Queridos irmãos e irmãs, a existência de São João Leonardo foi sempre iluminada pelo esplendor do "Rosto Santo" de Jesus, conservado e venerado na Igreja Catedral de Lucca, que se tornou símbolo eloquente e síntese evidente da fé que o animava. Conquistado por Cristo como o Apóstolo Paulo, indicou aos seus discípulos, e continua a mostrar a todos nós, o ideal cristocêntrico pelo qual "é preciso desapegar-se de qualquer interesse próprio e prestar só atenção ao serviço de Deus", "tendo unicamente diante dos olhos e da mente a honra, o serviço e a glória de Cristo Jesus Crucificado". Ao lado do rosto de Cristo, fixou o olhar no rosto materno de Maria. Aquela que elegeu Padroeira da sua Ordem, foi para ele mestra, irmã, mãe, e ele experimentou a sua constante protecção.
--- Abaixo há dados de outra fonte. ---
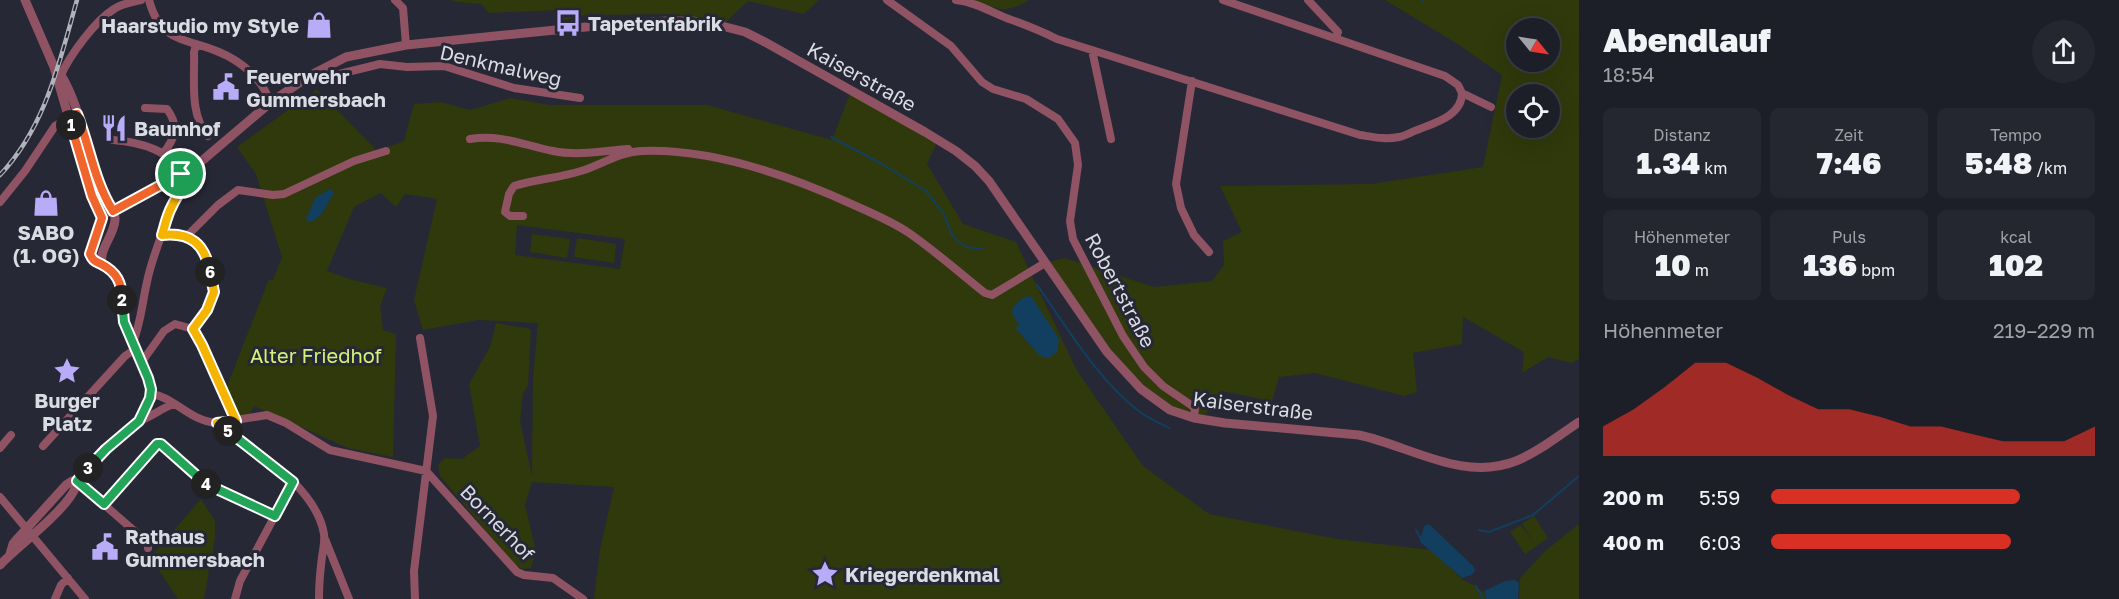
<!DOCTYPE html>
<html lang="de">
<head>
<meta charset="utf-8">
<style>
  :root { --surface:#1c1e28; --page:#252730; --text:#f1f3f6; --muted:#a0a2a8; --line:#3a3c45; --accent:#d93025 }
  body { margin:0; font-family:"Golos Text",sans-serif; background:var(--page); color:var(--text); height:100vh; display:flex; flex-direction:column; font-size:22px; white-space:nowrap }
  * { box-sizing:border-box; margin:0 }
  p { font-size:20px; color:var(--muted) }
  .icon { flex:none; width:33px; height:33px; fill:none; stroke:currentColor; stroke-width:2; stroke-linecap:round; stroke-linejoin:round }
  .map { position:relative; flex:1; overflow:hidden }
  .sheet { display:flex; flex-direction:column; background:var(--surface); width:540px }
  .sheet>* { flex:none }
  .needle { width:39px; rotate:120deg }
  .tools { position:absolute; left:1506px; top:18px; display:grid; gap:12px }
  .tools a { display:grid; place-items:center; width:54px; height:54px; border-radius:50%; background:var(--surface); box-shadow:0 6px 24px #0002,0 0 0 2px var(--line); font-size:30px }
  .pin { position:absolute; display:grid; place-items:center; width:51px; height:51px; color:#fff; margin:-26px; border:3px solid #fff; border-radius:50%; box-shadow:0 2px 6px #0007 }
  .km { position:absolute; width:30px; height:30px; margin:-15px; border-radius:50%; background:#222; color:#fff; font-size:16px; line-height:30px; text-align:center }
  .round { display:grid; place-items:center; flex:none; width:63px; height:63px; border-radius:32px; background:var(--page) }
  .headline { display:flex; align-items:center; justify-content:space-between; height:102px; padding:0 24px }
  h1 { font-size:33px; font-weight:800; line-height:45px }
  .stats { display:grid; grid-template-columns:repeat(3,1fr); gap:9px; height:102px; padding:6px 24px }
  .stats div { display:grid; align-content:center; border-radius:9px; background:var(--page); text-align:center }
  .stats b { font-size:30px; font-weight:800 }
  .stats small { font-size:16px; font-weight:400 }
  .stats p { font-size:16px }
  .chart { height:168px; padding:12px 24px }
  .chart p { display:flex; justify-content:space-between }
  .chart svg { width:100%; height:108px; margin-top:6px; fill:var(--accent); opacity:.7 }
  ul { padding:0 24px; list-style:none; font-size:20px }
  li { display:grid; grid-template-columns:96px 72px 1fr; align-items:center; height:45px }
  li i { height:15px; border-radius:8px; background:var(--accent) }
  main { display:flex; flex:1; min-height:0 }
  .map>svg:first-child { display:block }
</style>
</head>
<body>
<main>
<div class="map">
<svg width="1579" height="599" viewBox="0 0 1579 599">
  <rect width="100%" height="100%" fill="#262835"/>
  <path fill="#30390b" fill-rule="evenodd" d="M451 0H819L804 14 748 1 725 23 676 14 587 15 577 16 561 22 558 10 489 13 481 4 456 2Z
    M973 0H1029C1004 15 999 9 973 0Z
    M1385 0H1579V359L1571 363 1548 357 1522 373 1524 352 1463 317 1462 344 1413 353 1417 392 1404 396 1315 373 1279 377 1272 401 1222 391 1206 414 1194 418 1170 410 1126 375 1045 263 1065 258 1154 287 1212 281 1224 265 1223 241 1242 232 1220 186 1371 184 1483 167 1502 75 1456 43ZM1516 28H1550V62H1516ZM1516 94H1550V128H1516Z
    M853 86 940 136 927 164 963 224 1016 242 1076 369 1143 466 1209 514 1337 539 1431 550 1463 580 1476 586 1484 593 1486 599H594L600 550 614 487 532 482 525 505 536 552 531 568 522 569 512 562 440 476 438 465 445 458 462 459 480 446 469 384 490 347 496 323 531 329 528 386 523 393 520 421 532 476 533 378 538 323 478 320 423 330 414 300 437 199 405 194 396 207 381 193 354 207 327 271 353 280 387 288 380 306 383 330 396 334 393 457 348 448 254 406 248 419 235 416 224 394 269 279 273 280 282 257 256 174 237 147 317 89 377 151 404 141 414 104 441 102 470 110 511 98 549 105H707L832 140ZM517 225 625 239 620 269 515 255Z
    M532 234 570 239 567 258 530 252Z
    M577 238 616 244 614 263 574 257Z
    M201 499 215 521V538L204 599H178L158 569 155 552Z
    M1534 516 1548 538 1525 554 1510 532 1521 525 1535 545 1522 524Z
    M1579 524V599H1519L1520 578 1545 551Z"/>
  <path fill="#123f5f" d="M328 190H332L334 193C327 203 324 217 310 222L306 219 315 198Z
    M1031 296 1059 339 1057 352 1049 358 1040 356 1016 329 1019 324 1013 316 1012 308 1024 297Z
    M1429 524 1474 567 1475 571 1471 575 1462 578 1420 542 1424 526Z
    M1515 580 1519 583 1518 599H1486L1484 591 1505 581Z"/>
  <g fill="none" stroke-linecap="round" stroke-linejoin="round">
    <path stroke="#123f5f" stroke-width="2" d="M1423 0V1
      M831 137 884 165 926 191 944 214 951 233 957 241 967 247 982 249
      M1037 285C1067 327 1099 382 1140 412 1149 419 1160 423 1169 428
      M1416 530 1421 539
      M1479 530 1489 532 1533 515 1579 476
      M1476 586 1483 599"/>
    <path stroke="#8f5364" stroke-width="8" d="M149 0C160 43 186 38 219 52 241 61 264 80 270 103
      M395 0 403 8 406 45
      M887 0 951 46 982 82 993 89 1026 99 1058 119 1075 143 1078 165 1070 221 1073 239 1123 336 1144 367 1163 386 1191 405 1195 408 1194 418
      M956 0C975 2 991 12 1009 19 1026 25 1041 31 1057 39L1360 135C1373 137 1386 140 1399 137 1405 136 1411 132 1417 130 1434 123 1462 116 1462 93
      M1223 0 1445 76 1458 85 1462 93
      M1308 0 1338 32 1336 38
      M196 45 194 52C195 79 189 115 208 136
      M1092 50 1111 139
      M61 75C70 55 95 21 114 9 121 4 132 2 141 0
      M309 76 319 79 380 64 407 67 444 66 514 88 580 98
      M1192 81 1176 184 1181 208 1194 235 1209 252
      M1462 93 1491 107
      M145 108 167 109C180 127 175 138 163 154
      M470 139C501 134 523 145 553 151 577 156 604 151 628 149
      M113 140C139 142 174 150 182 178 185 188 171 209 167 220 160 240 151 261 147 282 142 303 141 324 132 345
      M0 202 25 171 55 126 69 118
      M523 216H510L505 212 509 194 514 186C536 179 559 178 581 171 601 165 619 152 641 151 712 148 793 177 856 206 874 214 893 222 909 233 935 251 960 273 985 293L992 295 1045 263
      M162 235 186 237 218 205 238 190 273 195 284 194 354 161 386 151
      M186 237 201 246 207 258 215 287 207 310 193 329
      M141 363 164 331 175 324 193 329 202 345 236 421
      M151 394C175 397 187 420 217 423 254 450 316 486 324 534 325 541 323 550 322 557 320 572 319 585 319 599
      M139 421C152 417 161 408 174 404
      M217 423 267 415 286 423 330 450 426 471 517 572 524 575 553 578 583 599
      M43 446 125 356 134 350
      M0 448 11 435
      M77 481 147 542 148 548
      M0 497 85 599
      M104 504 157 444H161L209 486 275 516
      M325 539 349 599
      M55 599 61 585 68 578
      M235 599 240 581 293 482
      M415 599 414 571 433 416 420 338"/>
    <path stroke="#8f5364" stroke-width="9" d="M60 73C82 109 86 153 102 191 106 200 116 211 115 220 114 236 99 248 102 264
      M102 214 113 211 197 165 270 103 309 76 346 57 406 45 606 25 667 21H692L722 26 745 32 763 41 925 132 956 151 975 166 989 181 1107 352 1141 389 1170 410 1194 418 1225 423 1359 435C1410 446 1463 482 1516 461 1539 452 1559 435 1579 422
      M10 554 13 544 18 538 66 485 72 481H77C86 471 95 460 105 450 123 433 156 417 150 386 146 367 133 350 127 331 121 315 125 294 120 281 115 267 95 267 90 254L102 222V214L92 196 84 171 54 67 25 0
      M0 565C16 547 76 504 77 481"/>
    <defs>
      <path id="rail" d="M0 175C46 126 59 63 77 0"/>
    </defs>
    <use href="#rail" stroke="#b1b3bc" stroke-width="4.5"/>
    <use href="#rail" stroke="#262835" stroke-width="2" stroke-dasharray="7" stroke-linecap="butt"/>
  </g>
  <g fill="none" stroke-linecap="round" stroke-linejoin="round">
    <defs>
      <path id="split-1" d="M71 125 69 118 77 114C90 147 94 181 113 211L181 174"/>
      <path id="split-2" d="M71 125 92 196 102 218 90 254C93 261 95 261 101 264 117 272 122 283 122 300"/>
      <path id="split-3" d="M88 468 106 449 139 421 150 398 151 389 148 378 124 322 122 300"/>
      <path id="split-4" d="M88 468 77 481 104 504 157 444H161L206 484"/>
      <path id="split-5" d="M206 484 275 516 293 482 228 431"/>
      <path id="split-6" d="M210 272 214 292 207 310 193 329 202 345 236 421 217 423 228 431"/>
      <path id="split-7" d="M181 174C186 187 177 195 172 206 167 215 165 225 162 235 191 232 205 244 210 272"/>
    </defs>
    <use href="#split-1" stroke="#fff" stroke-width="12"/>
    <use href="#split-2" stroke="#fff" stroke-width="12"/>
    <use href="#split-3" stroke="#fff" stroke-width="12"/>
    <use href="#split-4" stroke="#fff" stroke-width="12"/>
    <use href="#split-5" stroke="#fff" stroke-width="12"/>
    <use href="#split-6" stroke="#fff" stroke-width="12"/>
    <use href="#split-7" stroke="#fff" stroke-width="12"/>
    <use href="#split-1" stroke="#f0652b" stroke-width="8"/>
    <use href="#split-2" stroke="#f0652b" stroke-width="8"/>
    <use href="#split-3" stroke="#22a559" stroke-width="8"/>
    <use href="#split-4" stroke="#22a559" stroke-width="8"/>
    <use href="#split-5" stroke="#22a559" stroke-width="8"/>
    <use href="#split-6" stroke="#f5b400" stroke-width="8"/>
    <use href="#split-7" stroke="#f5b400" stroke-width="8"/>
  </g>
  <defs>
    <symbol id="bus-bare" viewBox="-9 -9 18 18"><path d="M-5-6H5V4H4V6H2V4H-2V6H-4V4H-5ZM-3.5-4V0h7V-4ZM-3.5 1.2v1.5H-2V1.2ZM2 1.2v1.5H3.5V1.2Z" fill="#b8abf7" stroke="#262835" stroke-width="2.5" paint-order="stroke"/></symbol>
    <symbol id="shop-bare" viewBox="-9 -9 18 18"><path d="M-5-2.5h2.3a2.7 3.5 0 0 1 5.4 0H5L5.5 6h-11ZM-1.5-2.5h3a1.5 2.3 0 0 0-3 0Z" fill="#b8abf7" stroke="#262835" stroke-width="2.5" paint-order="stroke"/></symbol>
    <symbol id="civic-bare" viewBox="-9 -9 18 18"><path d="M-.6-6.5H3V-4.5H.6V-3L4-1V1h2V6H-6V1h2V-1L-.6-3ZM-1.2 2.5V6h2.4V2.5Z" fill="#b8abf7" stroke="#262835" stroke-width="2.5" paint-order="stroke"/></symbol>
    <symbol id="restaurant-bare" viewBox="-9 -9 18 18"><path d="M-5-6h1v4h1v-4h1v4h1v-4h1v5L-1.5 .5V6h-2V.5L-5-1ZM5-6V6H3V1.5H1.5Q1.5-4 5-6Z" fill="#b8abf7" stroke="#262835" stroke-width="2.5" paint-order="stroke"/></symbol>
    <symbol id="sight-bare" viewBox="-9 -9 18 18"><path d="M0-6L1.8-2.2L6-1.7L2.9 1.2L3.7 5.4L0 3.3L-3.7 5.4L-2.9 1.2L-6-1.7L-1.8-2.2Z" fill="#b8abf7" stroke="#262835" stroke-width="2.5" paint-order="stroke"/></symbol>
  </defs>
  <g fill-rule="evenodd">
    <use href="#bus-bare" x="549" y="4" width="38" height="38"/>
    <use href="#shop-bare" x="300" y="6" width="38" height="38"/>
    <use href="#civic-bare" x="207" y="68" width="38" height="38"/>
    <use href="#restaurant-bare" x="95" y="109" width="38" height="38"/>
    <use href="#shop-bare" x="27" y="184" width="38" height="38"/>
    <use href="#sight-bare" x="48" y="352" width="38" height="38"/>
    <use href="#civic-bare" x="86" y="528" width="38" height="38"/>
    <use href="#sight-bare" x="806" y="555" width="38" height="38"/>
  </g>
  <g text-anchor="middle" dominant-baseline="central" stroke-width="6" stroke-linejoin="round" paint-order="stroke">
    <g font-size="20" font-weight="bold" fill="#dadce4" stroke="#262835" text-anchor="start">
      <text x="588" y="23">Tapetenfabrik</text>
      <text x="299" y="25" text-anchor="end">Haarstudio my Style</text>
      <text x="246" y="76">Feuerwehr<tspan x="246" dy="23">Gummersbach</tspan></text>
      <text x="134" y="128">Baumhof</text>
      <text x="46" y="232" text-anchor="middle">SABO<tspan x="46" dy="23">(1. OG)</tspan></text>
      <text x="67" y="400" text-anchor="middle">Burger<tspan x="67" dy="23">Platz</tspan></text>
      <text x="125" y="536">Rathaus<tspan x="125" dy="23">Gummersbach</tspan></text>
      <text x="845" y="574">Kriegerdenkmal</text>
    </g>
    <g font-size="20" fill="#dadce4" stroke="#262835">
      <text transform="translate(501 65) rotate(13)">Denkmalweg</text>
      <text transform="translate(862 76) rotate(29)">Kaiserstraße</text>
      <text transform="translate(1121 290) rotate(62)">Robertstraße</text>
      <text transform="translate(1253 405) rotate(7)">Kaiserstraße</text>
      <text transform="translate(498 522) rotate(46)">Bornerhof</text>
    </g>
    <g font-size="20" fill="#d4f075" stroke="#262835">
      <text x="316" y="355">Alter Friedhof</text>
    </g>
  </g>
</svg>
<div class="tools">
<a><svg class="needle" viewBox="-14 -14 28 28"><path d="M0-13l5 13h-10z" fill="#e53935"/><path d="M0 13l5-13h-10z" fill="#a0a2a8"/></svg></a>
<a><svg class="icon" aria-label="locate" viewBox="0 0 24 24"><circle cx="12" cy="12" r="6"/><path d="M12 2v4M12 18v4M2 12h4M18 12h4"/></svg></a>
</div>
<div class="pin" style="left:181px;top:174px;background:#1e9e55"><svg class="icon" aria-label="arrive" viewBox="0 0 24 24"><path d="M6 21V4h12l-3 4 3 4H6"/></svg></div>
<b class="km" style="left:71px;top:125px">1</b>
<b class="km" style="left:122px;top:300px">2</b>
<b class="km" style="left:88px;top:468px">3</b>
<b class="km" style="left:206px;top:484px">4</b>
<b class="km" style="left:228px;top:431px">5</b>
<b class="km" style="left:210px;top:272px">6</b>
</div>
<section class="sheet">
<div class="headline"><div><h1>Abendlauf</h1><p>18:54</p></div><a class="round"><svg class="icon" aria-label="share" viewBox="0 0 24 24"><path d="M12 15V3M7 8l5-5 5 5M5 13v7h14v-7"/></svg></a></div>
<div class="stats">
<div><p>Distanz</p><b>1.34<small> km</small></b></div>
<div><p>Zeit</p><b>7:46</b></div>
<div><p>Tempo</p><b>5:48<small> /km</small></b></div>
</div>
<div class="stats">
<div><p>Höhenmeter</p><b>10<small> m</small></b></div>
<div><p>Puls</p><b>136<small> bpm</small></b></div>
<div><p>kcal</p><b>102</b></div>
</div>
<div class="chart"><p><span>Höhenmeter</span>219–229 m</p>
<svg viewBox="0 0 160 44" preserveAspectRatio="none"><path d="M0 44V32L10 25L20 16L30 6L40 6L50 12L60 19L70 25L80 25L90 28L100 32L110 32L120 35L130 38L140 38L150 38L160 32V44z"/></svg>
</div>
<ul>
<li><b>200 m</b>5:59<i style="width:77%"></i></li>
<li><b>400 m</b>6:03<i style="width:74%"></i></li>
</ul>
</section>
</main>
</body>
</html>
O exemplo e a intercessão deste "fascinante homem de Deus" sejam, sobretudo neste Ano sacerdotal, chamada e encorajamento para os sacerdotes e para todos os cristãos a viver com paixão e entusiasmo a própria vocação.


Saudação

A minha saudação amiga aos fiéis da Arquidiocese de Porto Alegre e demais peregrinos de língua portuguesa! Viestes a Roma, onde há quatrocentos anos morreu São João Leonardo, vítima da caridade fraterna, contagiado ele mesmo pela epidemia cujos doentes tratava. A luminosa figura deste Santo convida todos os cristãos a transmitirem aos homens o verdadeiro "remédio de Deus", que é Jesus Cristo crucificado e ressuscitado. N'Ele vos abençoo, a vós e às vossas famílias.